-- The task --
Nothing outside the range is wanted. Repeat exactly the lines below from the one with "position:absolute; right:21px; bottom:21px;" through the one with "margin:0; padding:0; list-style:none".
◇ ◇ ◇ ◇
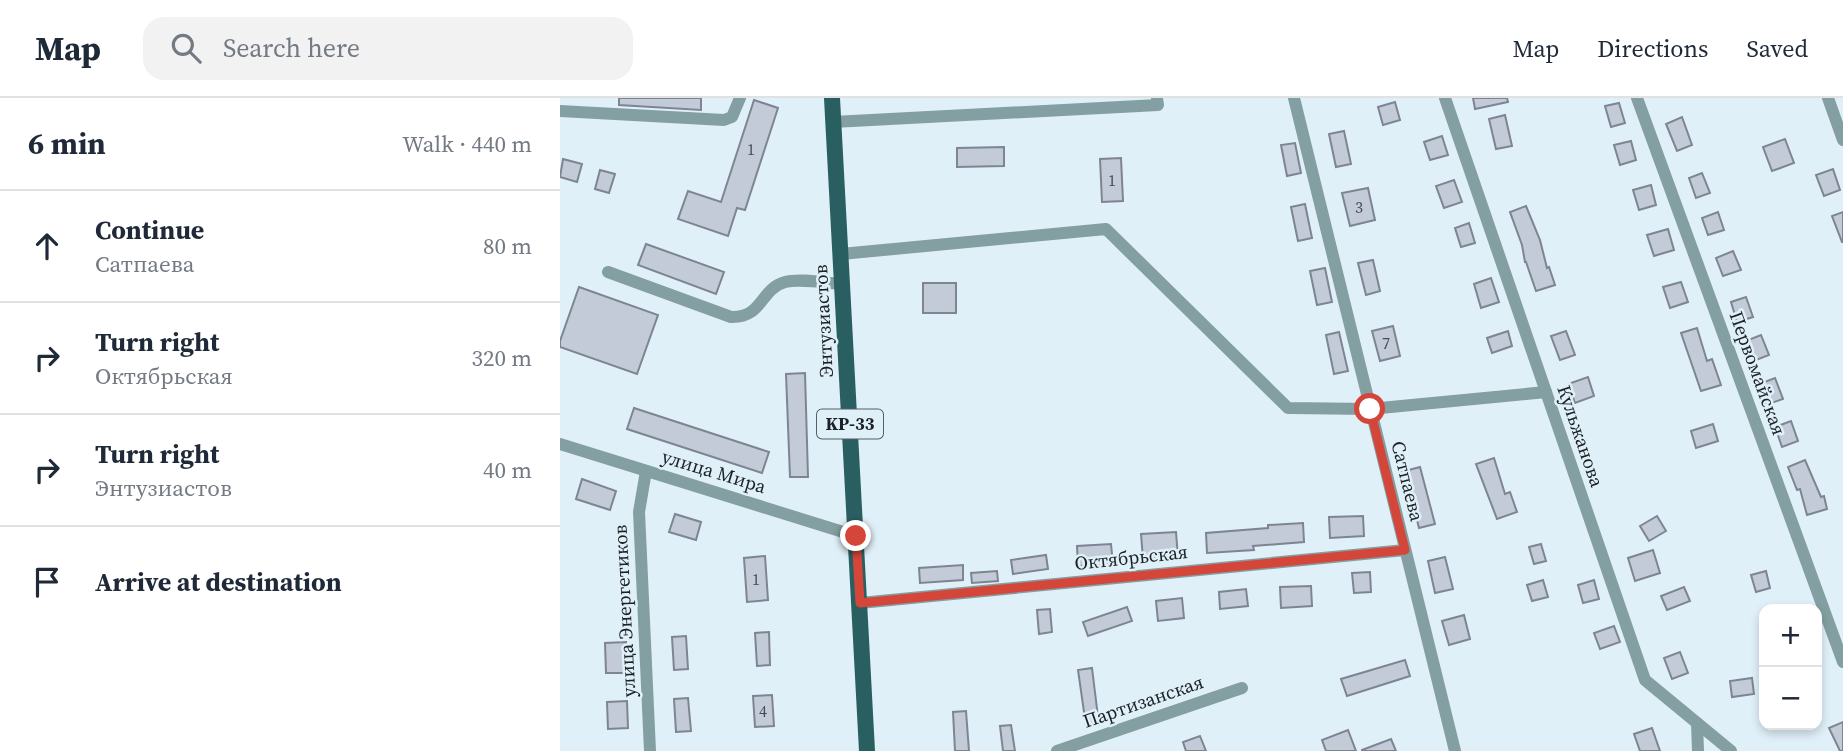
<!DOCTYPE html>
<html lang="en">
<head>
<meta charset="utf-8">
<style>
	body { margin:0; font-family:"Source Serif 4",serif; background:#f2f2f3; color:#1f2937 }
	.controls { position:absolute; right:21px; bottom:21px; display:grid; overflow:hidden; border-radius:14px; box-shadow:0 4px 10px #0003 }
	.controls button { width:63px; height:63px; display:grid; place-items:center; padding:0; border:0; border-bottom:2px solid #e0e1e3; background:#fff; color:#1f2937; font:35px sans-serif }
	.stop { position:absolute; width:21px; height:21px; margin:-16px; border:5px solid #d34639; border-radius:50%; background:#fff }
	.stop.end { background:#d34639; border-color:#fff; box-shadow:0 2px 7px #0008 }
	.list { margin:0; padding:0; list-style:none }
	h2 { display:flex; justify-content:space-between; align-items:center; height:91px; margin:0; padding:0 28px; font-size:30px }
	h2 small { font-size:23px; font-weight:400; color:#747a83 }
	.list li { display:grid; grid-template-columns:46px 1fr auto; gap:21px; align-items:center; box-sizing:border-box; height:112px; padding:0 28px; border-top:2px solid #e0e1e3 }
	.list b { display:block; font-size:26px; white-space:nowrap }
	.list p { margin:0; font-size:23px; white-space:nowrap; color:#747a83 }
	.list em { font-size:23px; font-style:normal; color:#747a83 }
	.icon { flex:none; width:38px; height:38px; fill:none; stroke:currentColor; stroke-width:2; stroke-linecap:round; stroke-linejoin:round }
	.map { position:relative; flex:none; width:1283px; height:653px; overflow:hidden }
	header { display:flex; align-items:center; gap:42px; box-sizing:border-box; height:98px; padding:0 35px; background:#fff; border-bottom:2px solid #e0e1e3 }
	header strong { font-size:33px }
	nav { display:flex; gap:38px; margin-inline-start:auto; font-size:24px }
	.search { width:490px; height:63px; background:#f2f2f3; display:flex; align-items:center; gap:18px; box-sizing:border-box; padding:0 24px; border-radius:21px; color:#747a83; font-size:26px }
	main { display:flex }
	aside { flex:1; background:#fff }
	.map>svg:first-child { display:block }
	.building { fill:#c3cbd9; stroke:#7e8592; stroke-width:2 }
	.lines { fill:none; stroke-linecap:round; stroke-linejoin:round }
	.minor { stroke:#849fa1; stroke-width:12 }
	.major { stroke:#2a5f62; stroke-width:16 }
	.route { stroke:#d34639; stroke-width:9 }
	.labels { text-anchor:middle; stroke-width:5; stroke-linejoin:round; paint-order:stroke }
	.number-label { font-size:16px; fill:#454c51 }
	.shield { fill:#e0f0f9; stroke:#565f64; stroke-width:2 }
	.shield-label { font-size:18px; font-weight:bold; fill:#1b2124 }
	.street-label { font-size:19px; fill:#1b2124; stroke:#e0f0f9 }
</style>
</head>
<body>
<header>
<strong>Map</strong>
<div class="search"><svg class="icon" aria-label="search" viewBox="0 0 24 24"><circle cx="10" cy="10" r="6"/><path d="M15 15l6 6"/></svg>Search here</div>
<nav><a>Map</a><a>Directions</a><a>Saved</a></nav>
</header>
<main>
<aside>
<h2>6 min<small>Walk · 440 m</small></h2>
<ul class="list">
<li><svg class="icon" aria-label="ahead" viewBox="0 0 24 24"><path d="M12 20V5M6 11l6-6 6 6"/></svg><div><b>Continue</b><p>Сатпаева</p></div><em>80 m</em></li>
<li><svg class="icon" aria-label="right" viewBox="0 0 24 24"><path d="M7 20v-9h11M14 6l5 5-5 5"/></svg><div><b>Turn right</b><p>Октябрьская</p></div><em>320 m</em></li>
<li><svg class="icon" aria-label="right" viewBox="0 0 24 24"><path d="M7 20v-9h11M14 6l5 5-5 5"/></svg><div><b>Turn right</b><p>Энтузиастов</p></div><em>40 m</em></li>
<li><svg class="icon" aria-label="arrive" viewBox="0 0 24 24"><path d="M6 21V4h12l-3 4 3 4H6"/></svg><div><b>Arrive at destination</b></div></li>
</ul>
</aside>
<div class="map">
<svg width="1283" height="653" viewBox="0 0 1283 653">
	<rect width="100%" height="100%" fill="#e0f0f9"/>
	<g class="building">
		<path d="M59,0H141V12L59,7Z"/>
		<path d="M913,0H947L948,4L915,11Z"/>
		<path d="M194,2L218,10L185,112L177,110L168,138L118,121L128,93L161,104Z"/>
		<path d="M835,4L840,22L823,27L818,9Z"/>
		<path d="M1059,5L1065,25L1051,29L1045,8Z"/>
		<path d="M945,17L952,48L936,51L929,21Z"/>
		<path d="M1122,19L1132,47L1117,53L1106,26Z"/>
		<path d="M784,33L791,66L776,69L769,36Z"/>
		<path d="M882,38L888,57L870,62L864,44Z"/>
		<path d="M1225,41L1234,65L1212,73L1203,49Z"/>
		<path d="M1071,43L1076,62L1060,67L1054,47Z"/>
		<path d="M735,45L741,75L727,78L721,47Z"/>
		<path d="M444,49V68L397,69V50Z"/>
		<path d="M561,60L563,103L542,104L540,61Z"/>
		<path d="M3,61L22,66L17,84L0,79Z"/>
		<path d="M1273,71L1280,92L1264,98L1256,77Z"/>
		<path d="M40,72L55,76L49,95L35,91Z"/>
		<path d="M1142,75L1150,95L1136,100L1129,80Z"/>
		<path d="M894,82L902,104L884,110L876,88Z"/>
		<path d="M1091,87L1096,107L1079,112L1073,92Z"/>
		<path d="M808,90L815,122L790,128L782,95Z"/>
		<path d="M745,106L752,140L738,143L731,109Z"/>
		<path d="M966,108L980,142L987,170L989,169L995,187L976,193L966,164H965L962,147L950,114Z"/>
		<path d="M1158,114L1164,132L1148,137L1142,120Z"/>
		<path d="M1283,114V144H1282L1272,118Z"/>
		<path d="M909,125L915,145L901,149L895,130Z"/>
		<path d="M1108,131L1114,152L1094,158L1087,137Z"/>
		<path d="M86,146L164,174L156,196L78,167Z"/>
		<path d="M1173,153L1181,172L1163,178L1156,160Z"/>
		<path d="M813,162L820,193L806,197L798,165Z"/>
		<path d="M765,170L772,204L757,207L750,173Z"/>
		<path d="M931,180L939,204L921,210L914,186Z"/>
		<path d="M1121,184L1128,204L1110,210L1103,189Z"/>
		<rect x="363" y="185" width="33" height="30"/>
		<path d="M19,189L98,217L77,276L0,249V243Z"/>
		<path d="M1186,199L1193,219L1177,224L1171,204Z"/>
		<path d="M833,228L840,258L820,263L812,233Z"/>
		<path d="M1137,230L1147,263L1152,261L1161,287L1141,293L1121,235Z"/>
		<path d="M948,233L952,248L932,255L927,240Z"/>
		<path d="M1006,233L1015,257L1000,262L991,238Z"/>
		<path d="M779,234L788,273L774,276L766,237Z"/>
		<path d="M1201,237L1209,257L1191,264L1183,244Z"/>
		<path d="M245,275L248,379H230L226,276Z"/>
		<path d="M1028,279L1034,298L1015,305L1008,286Z"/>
		<path d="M1215,280L1223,301L1206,307L1199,286Z"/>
		<path d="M74,310L209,354L202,375L67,331Z"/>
		<path d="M1231,323L1238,343L1222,349L1215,329Z"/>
		<path d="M1153,326L1158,343L1136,350L1131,333Z"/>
		<path d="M934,360L945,396L950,394L957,414L937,421L916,366Z"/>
		<path d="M1245,362L1261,399L1264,398L1267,411L1247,417L1240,391L1237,392L1228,369Z"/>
		<path d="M860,369L875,426L859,430L850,395L846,396L841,374Z"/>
		<path d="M22,381L56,393L50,412L16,401Z"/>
		<path d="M115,416L141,424L136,442L109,434Z"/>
		<path d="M803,418L804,438L770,440L769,419Z"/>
		<path d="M1097,418L1106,433L1089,443L1080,428Z"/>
		<path d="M743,425L744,444L693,448L694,452L647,455L646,435L708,430V427Z"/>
		<path d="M616,434L618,459L583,461L581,436Z"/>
		<path d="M551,446L553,466L518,468L517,448Z"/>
		<path d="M981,446L986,463L974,466L969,449Z"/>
		<path d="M1093,452L1100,475L1075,483L1068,460Z"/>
		<path d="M486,457L488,471L453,476L451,462Z"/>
		<path d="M205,458L208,502L187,504L184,460Z"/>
		<path d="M885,459L893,491L875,495L868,463Z"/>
		<path d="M403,467V482L360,485L359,470Z"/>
		<path d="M437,473L438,483L412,485L411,475Z"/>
		<path d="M1206,473L1210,490L1196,494L1191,477Z"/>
		<path d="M810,474L811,494L794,495L792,475Z"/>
		<path d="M983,482L988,499L972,503L967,487Z"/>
		<path d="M1034,482L1039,501L1023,505L1018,487Z"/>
		<path d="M751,488L752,508L721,510L720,489Z"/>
		<path d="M1124,489L1130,503L1107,512L1101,498Z"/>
		<path d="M686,491L688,508L660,511L659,494Z"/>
		<path d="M622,500L624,520L598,523L596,503Z"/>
		<path d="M567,509L572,523L528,538L523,524Z"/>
		<path d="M490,511L492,534L479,536L477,512Z"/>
		<path d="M904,517L910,541L889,547L882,523Z"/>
		<path d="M1054,528L1060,544L1040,551L1034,535Z"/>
		<path d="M209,534L210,567L197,568L195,535Z"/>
		<path d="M126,538L128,571L114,572L112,539Z"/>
		<path d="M66,544V575H46L45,545Z"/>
		<path d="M1120,554L1128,575L1112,581L1104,560Z"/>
		<path d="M845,562L850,578L787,598L781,581Z"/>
		<path d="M532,570L539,627L526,628L518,572Z"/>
		<path d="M1192,580L1194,596L1172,599L1170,583Z"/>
		<path d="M212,597L214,628L195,629L193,598Z"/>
		<path d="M128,600L131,633L116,634L114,601Z"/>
		<path d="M67,603L68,630L48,631L47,604Z"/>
		<path d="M406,613L409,653H395L393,614Z"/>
		<path d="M1283,624V653H1280L1269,630Z"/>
		<path d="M451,627L455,653H443L440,628Z"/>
		<path d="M1092,630L1100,653H1080L1074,636Z"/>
		<path d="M788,632L796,653H766L762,642Z"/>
		<path d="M640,638L646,653H626L623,644Z"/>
		<path d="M831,641L836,653H802V652Z"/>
	</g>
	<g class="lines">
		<g class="minor">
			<path d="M734,0L895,653"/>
			<path d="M885,0L1085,582L1171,653"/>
			<path d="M1077,0L1283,564"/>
			<path d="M1268,0L1283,42"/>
			<path d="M0,13L164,22L172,19L180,0"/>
			<path d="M273,24L598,7L597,0"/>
			<path d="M281,156L546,131L728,310L810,311L986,294"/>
			<path d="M48,174L171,219C203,220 200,191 225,184C239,180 267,185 282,186"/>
			<path d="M0,346L296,438"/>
			<path d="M86,373L79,414L90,653"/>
			<path d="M300,505L845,452"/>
			<path d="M1137,625L1138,653"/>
			<path d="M497,653L682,590"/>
		</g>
		<path class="major" d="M272,0L307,653"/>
	</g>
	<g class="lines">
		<path class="route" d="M296,438L300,505L845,452L810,311"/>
	</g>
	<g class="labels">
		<g class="number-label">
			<text x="191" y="57">1</text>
			<text x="552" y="88">1</text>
			<text x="799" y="115">3</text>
			<text x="826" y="251">7</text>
			<text x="196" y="487">1</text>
			<text x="203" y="619">4</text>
		</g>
		<rect class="shield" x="257" y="311.5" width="66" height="29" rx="5"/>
		<g class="shield-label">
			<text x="290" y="332">KP-33</text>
		</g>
		<g class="street-label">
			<text transform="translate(263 223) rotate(-93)" y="7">Энтузиастов</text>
			<text transform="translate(1198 275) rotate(70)" y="7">Первомайская</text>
			<text transform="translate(1021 338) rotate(71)" y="7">Кульжанова</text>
			<text transform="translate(154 373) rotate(17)" y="7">улица Мира</text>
			<text transform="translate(848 383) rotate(76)" y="7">Сатпаева</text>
			<text transform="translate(571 459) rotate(-6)" y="7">Октябрьская</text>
			<text transform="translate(64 513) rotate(-93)" y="7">улица Энергетиков</text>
			<text transform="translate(583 603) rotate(-19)" y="7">Партизанская</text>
		</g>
	</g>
</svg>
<div class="controls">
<button>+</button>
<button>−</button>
</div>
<div class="stop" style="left:810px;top:311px"></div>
<div class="stop end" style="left:296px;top:438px"></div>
</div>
</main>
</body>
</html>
◇ ◇ ◇ ◇
-- Result --
	.controls { position:absolute; right:21px; bottom:21px; display:grid; overflow:hidden; border-radius:14px; box-shadow:0 4px 10px #0003 }
	.controls button { width:63px; height:63px; display:grid; place-items:center; padding:0; border:0; border-bottom:2px solid #e0e1e3; background:#fff; color:#1f2937; font:35px sans-serif }
	.stop { position:absolute; width:21px; height:21px; margin:-16px; border:5px solid #d34639; border-radius:50%; background:#fff }
	.stop.end { background:#d34639; border-color:#fff; box-shadow:0 2px 7px #0008 }
	.list { margin:0; padding:0; list-style:none }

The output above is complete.